**What you should do**
Only the images are to be dropped; the records themselves must be repeated exactly.

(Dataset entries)
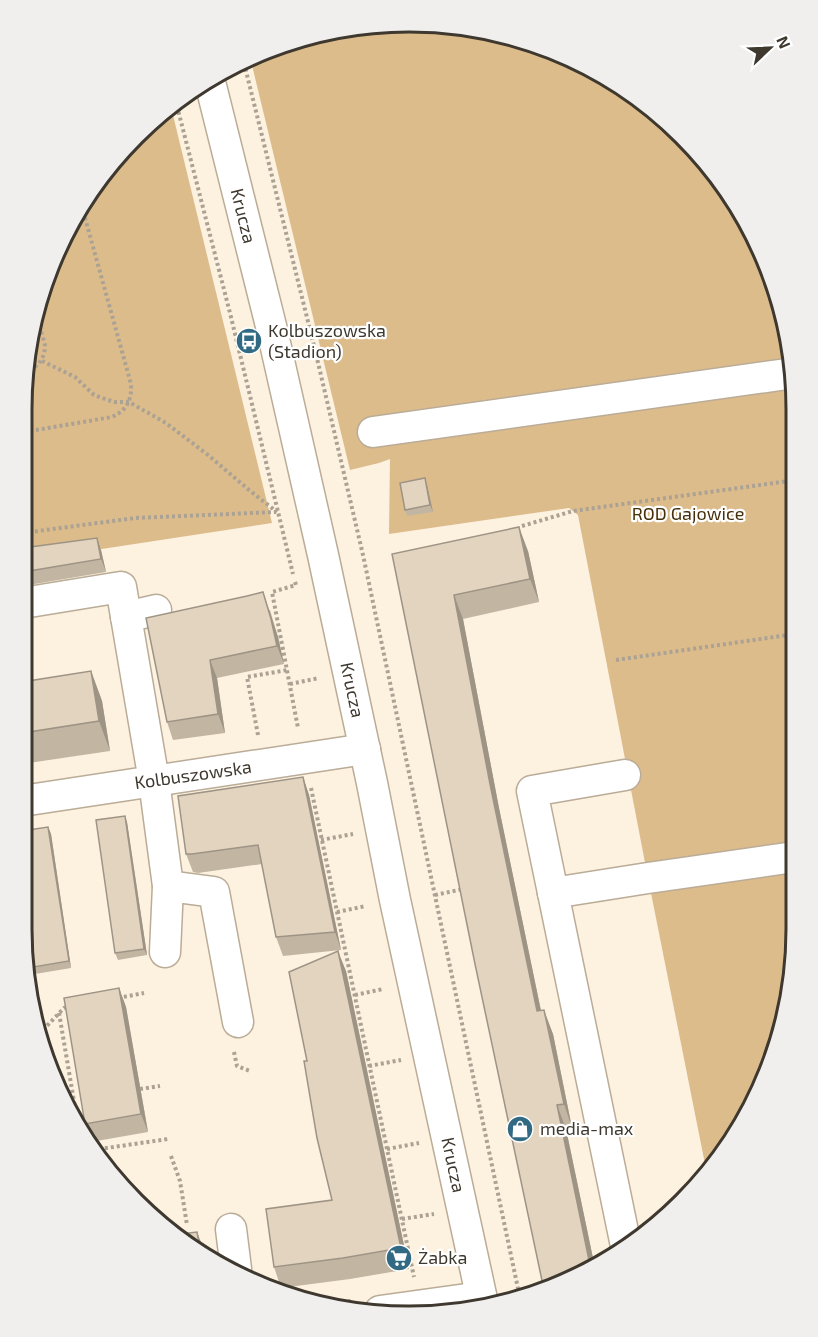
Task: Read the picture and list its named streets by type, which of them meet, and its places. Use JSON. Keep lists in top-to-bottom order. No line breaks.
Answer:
{"streets":{"street":["Krucza","Kolbuszowska"]},"crossings":[["Krucza","Kolbuszowska"]],"parks":["ROD Gajowice"],"places":{"bus stop":["Kolbuszowska (Stadion)"],"shop":["media-max"],"supermarket":["Żabka"]},"north":"top right"}
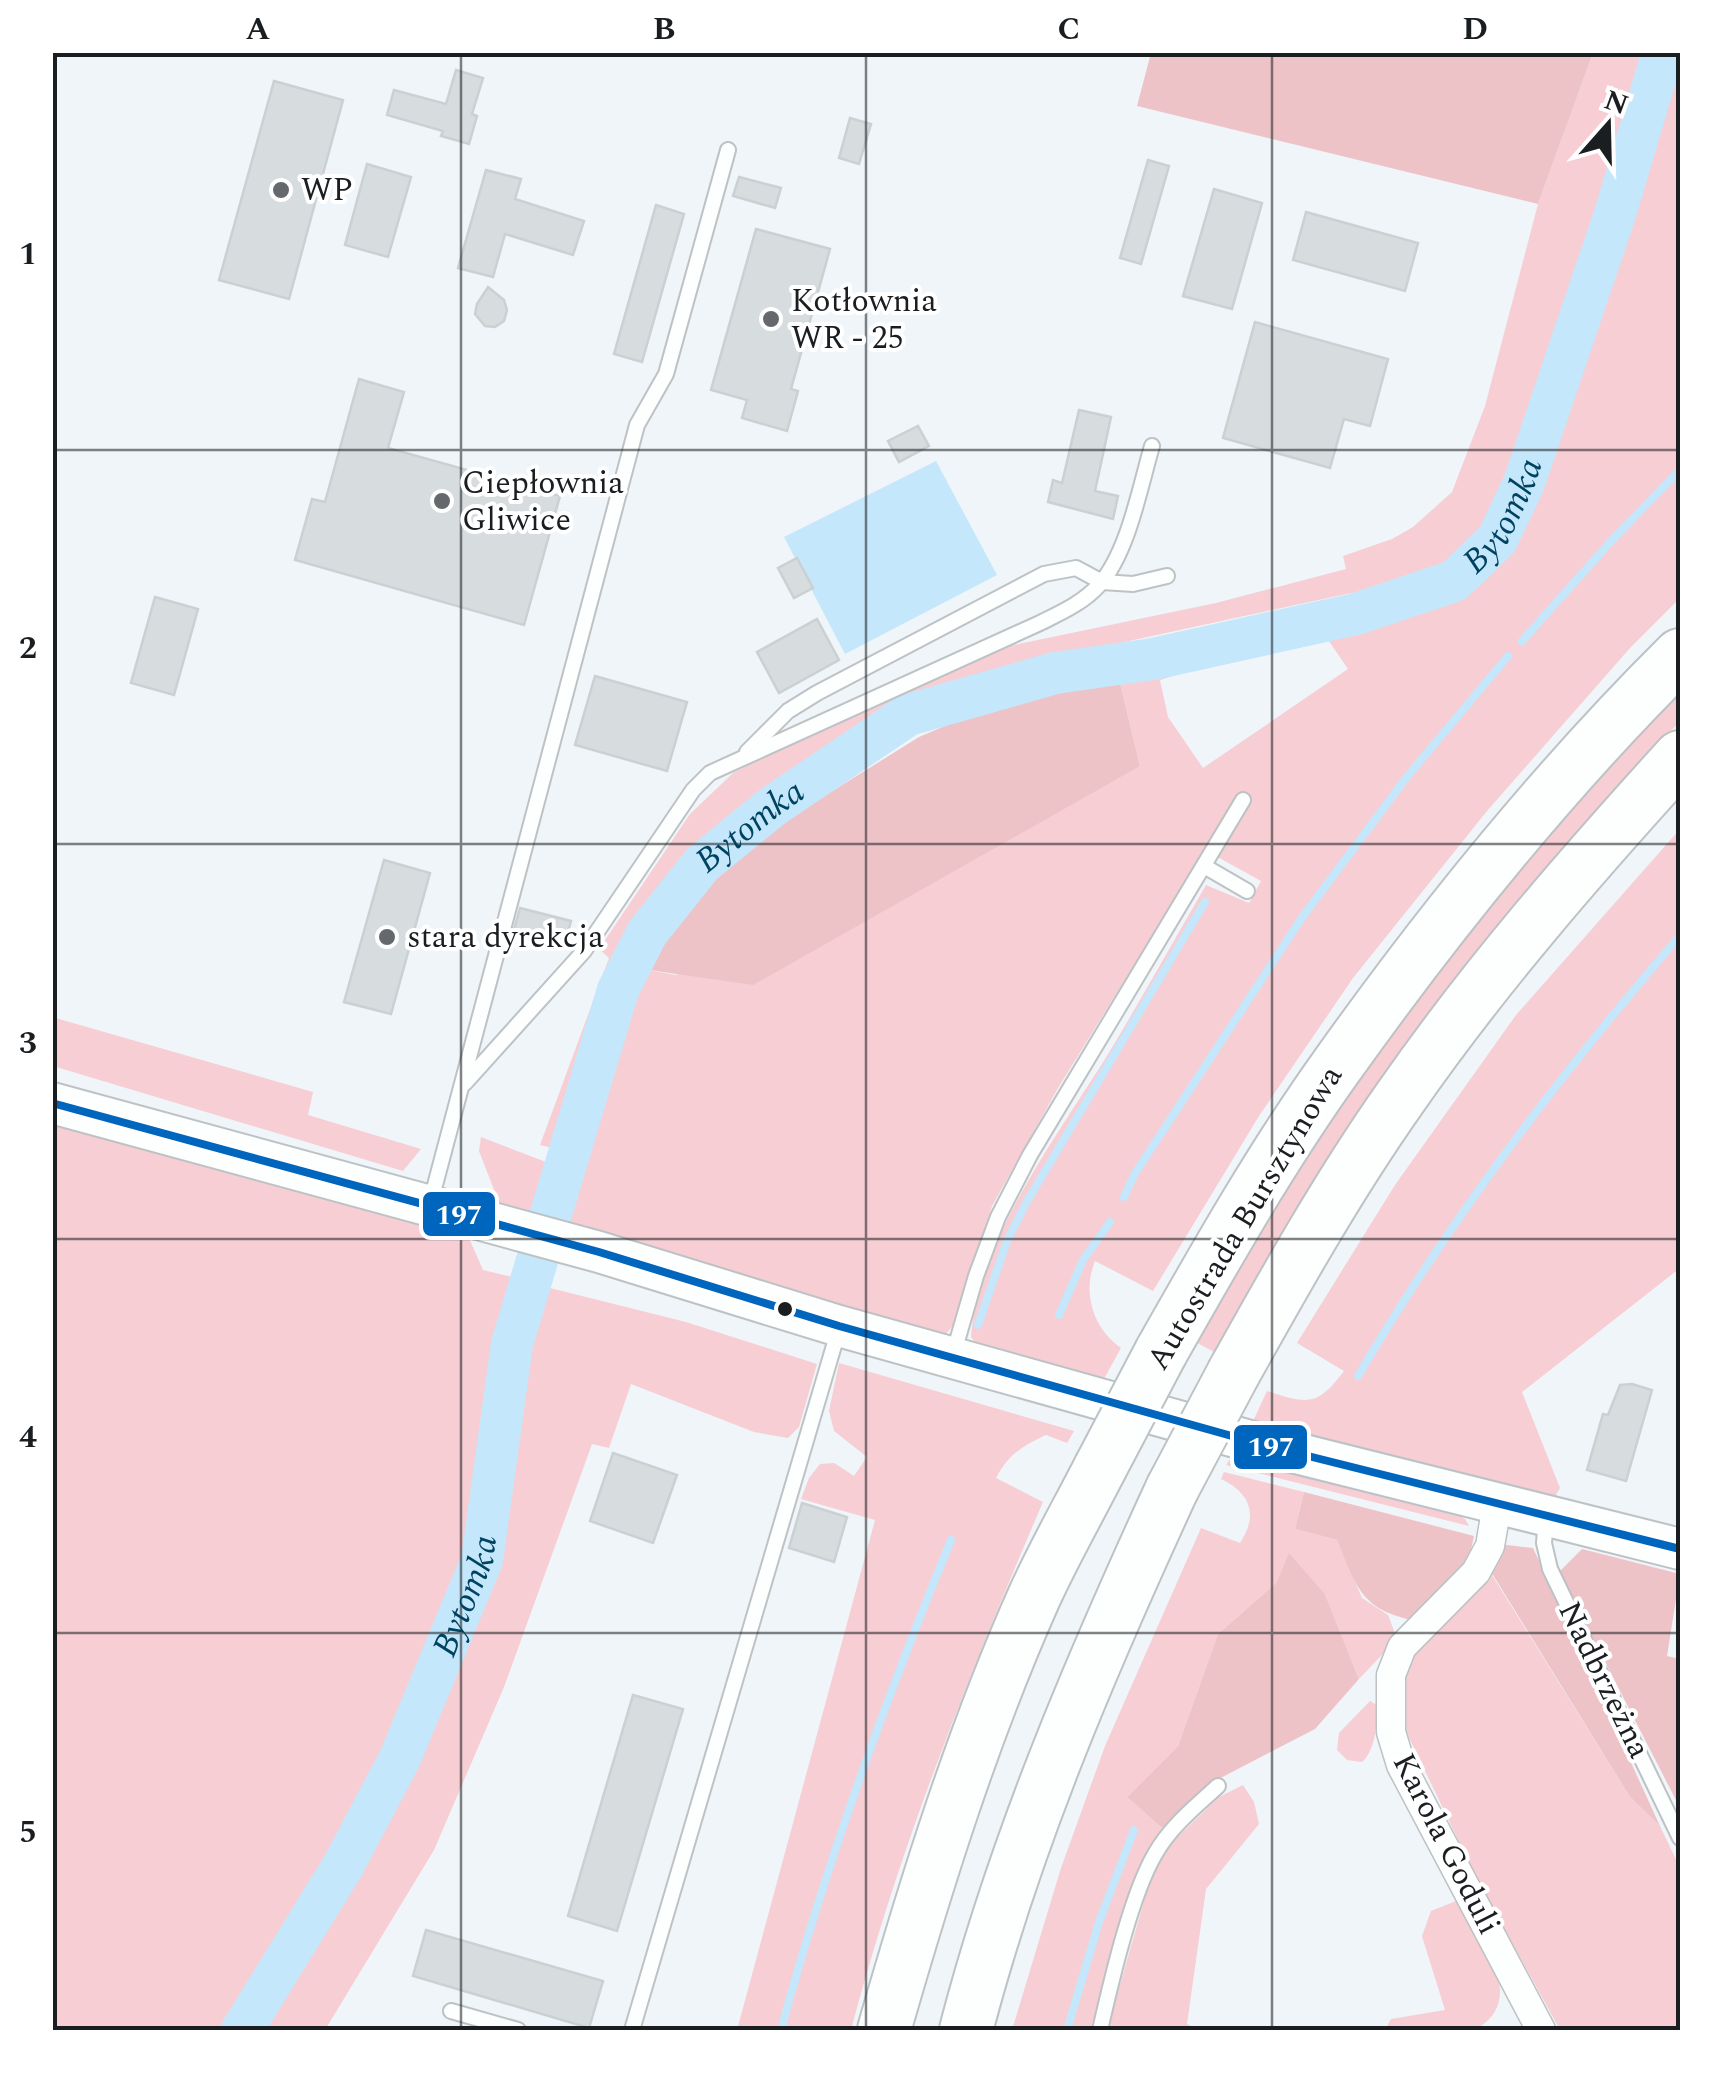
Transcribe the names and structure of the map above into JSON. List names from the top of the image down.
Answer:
{
  "streets": {
    "highway": ["Autostrada Bursztynowa"],
    "street": ["Karola Goduli"],
    "lane": ["Nadbrzeżna"]
  },
  "water": ["Bytomka"],
  "places": [
    "WP",
    "Kotłownia WR - 25",
    "Ciepłownia Gliwice",
    "stara dyrekcja"
  ],
  "lines": ["transit line 197"],
  "north": "top",
  "grid": {
    "columns": [
      "A",
      "B",
      "C",
      "D"
    ],
    "rows": [
      "1",
      "2",
      "3",
      "4",
      "5"
    ]
  }
}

**Your response**
Task: Read the picture and list its named streets by type, which of them meet, and its places. Use JSON. Keep lists in top-to-bottom order. No line breaks.
Answer:
{"streets":{"street":["Krucza","Kolbuszowska"]},"crossings":[["Krucza","Kolbuszowska"]],"parks":["ROD Gajowice"],"places":{"bus stop":["Kolbuszowska (Stadion)"],"shop":["media-max"],"supermarket":["Żabka"]},"north":"top right"}
Transcribe the names and structure of the map above into JSON. List names from the top of the image down.
Answer:
{
  "streets": {
    "highway": ["Autostrada Bursztynowa"],
    "street": ["Karola Goduli"],
    "lane": ["Nadbrzeżna"]
  },
  "water": ["Bytomka"],
  "places": [
    "WP",
    "Kotłownia WR - 25",
    "Ciepłownia Gliwice",
    "stara dyrekcja"
  ],
  "lines": ["transit line 197"],
  "north": "top",
  "grid": {
    "columns": [
      "A",
      "B",
      "C",
      "D"
    ],
    "rows": [
      "1",
      "2",
      "3",
      "4",
      "5"
    ]
  }
}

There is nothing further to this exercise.